This is an interesting take. I've always liked BR and so I'm not going to share everything I know but the fact is LAPFC and BR worked it all out WAY before it was announced publicly and lots of peeps knew. Estban Chavez got $ and DA waivers for his flintridge academy high school team as compensation for being owned by Barry. I'm happy how it ended up becuz although we lost the LAPFC name LA Surf is LA Premier reborn and bigger than ever and growing in the safe hands of BR. #LAPFCproud #LASURFproud


----------



## Soccer43 (Dec 27, 2019)

When an organization grows larger and larger only a few players will benefit that would have had a benefit in any environment because they are elite players- the rest of the benefit goes to the pocket books of those running the show.  
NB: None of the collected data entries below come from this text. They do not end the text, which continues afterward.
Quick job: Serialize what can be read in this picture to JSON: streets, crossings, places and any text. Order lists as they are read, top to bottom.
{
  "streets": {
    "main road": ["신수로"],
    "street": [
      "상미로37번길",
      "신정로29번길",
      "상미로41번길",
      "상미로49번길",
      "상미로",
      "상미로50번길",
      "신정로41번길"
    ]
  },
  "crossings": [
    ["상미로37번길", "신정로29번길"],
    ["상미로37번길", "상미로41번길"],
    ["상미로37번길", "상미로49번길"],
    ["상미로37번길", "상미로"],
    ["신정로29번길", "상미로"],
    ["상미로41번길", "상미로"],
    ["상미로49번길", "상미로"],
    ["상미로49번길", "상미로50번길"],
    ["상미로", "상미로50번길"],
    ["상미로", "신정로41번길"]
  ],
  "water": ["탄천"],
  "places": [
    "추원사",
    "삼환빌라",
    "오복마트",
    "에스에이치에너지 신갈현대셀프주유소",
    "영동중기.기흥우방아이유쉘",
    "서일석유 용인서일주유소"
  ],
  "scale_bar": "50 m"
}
Parents need to be informed and not suckered in by propaganda. As has been said many times on this forum, pick the coach that believes in your player, knows how to develop and train players, has solid college connections, and creates a healthy environment.  It has always astounded me when fathers let grown men treat their daughters with disdain and manipulation.  Teach your daughters to have a voice and be strong not to doubt themselves and their own assessment of someone


----------



## Soccer43 (Dec 27, 2019)

soccerfan123 said:


> .....The real meetings were at the LAPFC side with Surf, SCA was a pawn in a much bigger game.
> 
> ..... Estban Chavez got $ and DA waivers for his flintridge academy high school team as compensation for being owned by Barry.
> 
> ..... #LAPFCproud


that’s the real press release - so are you saying  another good solid coach sold out for the money and name?  Who knows what the players will get out of any of this.  Why are you #LAPFCproud when you are so happy to get rid of the name?


----------



## soccerfan123 (Dec 27, 2019)

Soccer43 said:


> that’s the real press release - so are you saying  another good solid coach sold out for the money and name?  Who knows what the players will get out of any of this.  Why are you #LAPFCproud when you are so happy to get rid of the name?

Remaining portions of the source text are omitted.